Of course there are cases where a parser generator is not needed.
Anything easily done with cut(1) doesn't need a formally specified
grammar.

But there are many, many tasks where grammars are useful. IMHO
Spirit should absolutely go into Boost provided all of the
issues that come up during review are resolved. It's a real shame
that more programmers don't use parser generators. Lots of time
is being wasted out there.

>>If a programmer doesn't know EBNF, then they are missing an important
>>piece of knowledge, since it's the standard for computer langauge
>>definition.
>
> If a programmer doesn't know Lisp, Scheme, Prolog, Ada, Perl they are also
> missing important pieces of knowledge, because every computer language,
> whether it is for programming or parsing, has something new to teach. That
> doesn't mean everyone ought to know EBNF. From reading the posts of people
> who are familiar with Yacc, it seems that yacc-familiar people forget how
> cryptic yacc is, and hence that in reality, few programmers are familiar
> with it.

YACC is only cryptic to those who don't know about grammars and
syntax-directed translation, which I sadly admit is the great
majority of programmers. More programmers should know this stuff.
Don't focus too much on EBNF. Programmers should learn the
concepts. A grammar is an important computer science concept
in the same way functional programming is an important computer
science concept. The concrete language is secondary.

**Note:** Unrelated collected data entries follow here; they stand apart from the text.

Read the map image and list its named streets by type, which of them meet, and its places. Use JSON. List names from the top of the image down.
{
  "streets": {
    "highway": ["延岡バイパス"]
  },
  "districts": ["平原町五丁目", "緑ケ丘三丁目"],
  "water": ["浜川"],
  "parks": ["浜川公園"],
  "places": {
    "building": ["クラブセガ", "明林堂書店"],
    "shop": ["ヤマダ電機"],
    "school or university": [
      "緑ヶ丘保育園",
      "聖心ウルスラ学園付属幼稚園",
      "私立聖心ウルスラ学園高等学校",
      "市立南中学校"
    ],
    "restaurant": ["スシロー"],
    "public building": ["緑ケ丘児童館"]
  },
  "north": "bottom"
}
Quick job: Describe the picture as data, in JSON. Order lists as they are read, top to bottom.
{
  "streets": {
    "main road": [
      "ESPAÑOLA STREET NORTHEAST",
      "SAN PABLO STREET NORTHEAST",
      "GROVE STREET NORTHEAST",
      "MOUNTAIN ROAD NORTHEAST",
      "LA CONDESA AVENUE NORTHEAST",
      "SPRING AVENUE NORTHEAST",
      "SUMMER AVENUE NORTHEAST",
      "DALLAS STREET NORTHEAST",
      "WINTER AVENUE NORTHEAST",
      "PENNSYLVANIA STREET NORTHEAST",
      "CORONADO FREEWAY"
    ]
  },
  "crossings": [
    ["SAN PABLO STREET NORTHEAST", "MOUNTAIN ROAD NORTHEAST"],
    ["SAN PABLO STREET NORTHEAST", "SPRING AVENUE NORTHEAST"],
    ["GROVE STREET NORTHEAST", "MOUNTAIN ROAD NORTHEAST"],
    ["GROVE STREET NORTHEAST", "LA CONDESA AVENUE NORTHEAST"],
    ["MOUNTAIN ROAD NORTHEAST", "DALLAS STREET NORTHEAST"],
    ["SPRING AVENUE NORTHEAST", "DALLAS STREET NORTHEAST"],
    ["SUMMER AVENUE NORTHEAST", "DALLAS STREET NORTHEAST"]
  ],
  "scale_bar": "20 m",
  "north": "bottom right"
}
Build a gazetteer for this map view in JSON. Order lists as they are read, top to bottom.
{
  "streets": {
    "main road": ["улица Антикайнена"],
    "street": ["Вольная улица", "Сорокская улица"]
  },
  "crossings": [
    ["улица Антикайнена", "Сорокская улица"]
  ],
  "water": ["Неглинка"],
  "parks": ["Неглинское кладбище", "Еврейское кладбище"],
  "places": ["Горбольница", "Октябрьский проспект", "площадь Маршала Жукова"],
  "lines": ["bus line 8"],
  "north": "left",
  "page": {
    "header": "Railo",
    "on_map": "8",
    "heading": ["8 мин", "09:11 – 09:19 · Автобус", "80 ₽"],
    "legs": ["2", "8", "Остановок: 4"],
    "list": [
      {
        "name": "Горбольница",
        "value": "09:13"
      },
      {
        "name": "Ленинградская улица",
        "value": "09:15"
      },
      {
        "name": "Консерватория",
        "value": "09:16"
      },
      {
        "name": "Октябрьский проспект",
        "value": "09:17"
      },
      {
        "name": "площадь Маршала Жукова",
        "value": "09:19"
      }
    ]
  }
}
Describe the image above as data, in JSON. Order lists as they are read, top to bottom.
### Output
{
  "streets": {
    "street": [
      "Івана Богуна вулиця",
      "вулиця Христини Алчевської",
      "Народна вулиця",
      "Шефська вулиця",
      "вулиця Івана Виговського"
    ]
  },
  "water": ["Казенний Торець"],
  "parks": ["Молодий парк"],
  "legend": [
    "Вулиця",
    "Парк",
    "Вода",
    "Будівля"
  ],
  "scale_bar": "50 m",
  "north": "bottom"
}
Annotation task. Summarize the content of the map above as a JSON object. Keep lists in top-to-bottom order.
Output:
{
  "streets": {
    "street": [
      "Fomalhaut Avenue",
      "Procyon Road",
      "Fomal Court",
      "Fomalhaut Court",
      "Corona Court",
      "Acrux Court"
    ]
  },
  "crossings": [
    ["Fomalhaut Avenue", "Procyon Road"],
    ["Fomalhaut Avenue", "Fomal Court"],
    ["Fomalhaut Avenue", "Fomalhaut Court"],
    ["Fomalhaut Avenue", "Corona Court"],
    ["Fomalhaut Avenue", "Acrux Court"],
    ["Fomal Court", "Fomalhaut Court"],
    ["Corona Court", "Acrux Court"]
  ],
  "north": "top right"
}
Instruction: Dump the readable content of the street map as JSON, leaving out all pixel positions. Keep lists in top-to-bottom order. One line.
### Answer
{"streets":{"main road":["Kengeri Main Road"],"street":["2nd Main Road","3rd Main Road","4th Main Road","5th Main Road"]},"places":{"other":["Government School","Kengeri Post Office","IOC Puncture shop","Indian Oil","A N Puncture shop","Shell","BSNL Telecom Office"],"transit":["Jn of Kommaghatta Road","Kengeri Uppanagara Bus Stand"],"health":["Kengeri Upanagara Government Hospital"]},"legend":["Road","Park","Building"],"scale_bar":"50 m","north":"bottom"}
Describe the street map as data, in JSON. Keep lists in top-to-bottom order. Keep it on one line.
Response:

> Same perhaps with EBNF. If I don't need a grammar, why would I bother
> learning how to formally describe a grammar?

Because you might need one later.

> A big problem in software maintenance is that code uses tools too

> complex for the average programmer.

In my experience the bigger problem is that such tools are often
custom and proprietary.

> When do I really *need* complex grammar? Only when I need to express
> complex relationships. Yet software should keep relationships as simple as
> possible. Clearly, if you're building a compiler, you have no choice, you
> *need* a complex grammar: the complexity of the grammar will allow for more
> complex problems to be solved. But the average information parsing, this is
> complete overkill, see below.

What do you define as "average?" It turns out that command-line
processing is not particularly easy. Witness all of the discussion
about what formats should be supported, allowances for parser
extension, etc. Software relationships should be as simple as
possible, but no simpler.

>>Spirit is aimed to be a general parsing framework. It is not aimed to
>>be a simple command line parser.
>
> Hmm, most other posts argued otherwise.

No, many other posts argues that Spirit's flexibility makes it
a good candidate for command-line processing. Genericity does
not preclude application to a specialized task.

> When are you really going to *need* such freedom of syntax? Certainly not
> in parsing a command line

I think the current discussion has shown otherwise.

> internet. In all such cases, the rule is simplicity, because simplicity
> means usability

Simplicity means usability but that is not mutually exclusive with
flexibility.

> programmer in the third. Especially the third. Data over the internet has
> presumably already been parsed and for minimal bandwidth, should be encoded
> as compactly as possibly, and not require reparsing on the other side.

Huh? Those requirements seems contradictory to me. Something encoded
for compactness is going to need something on the other end to decode
and expand it. gzip is an extreme example. Network protocol headers
are not particularly compact because routers, etc. need to process
them quickly. They have well-defined fields, etc. An analogy to
RISC/CISC instruction set architectures is appropriate.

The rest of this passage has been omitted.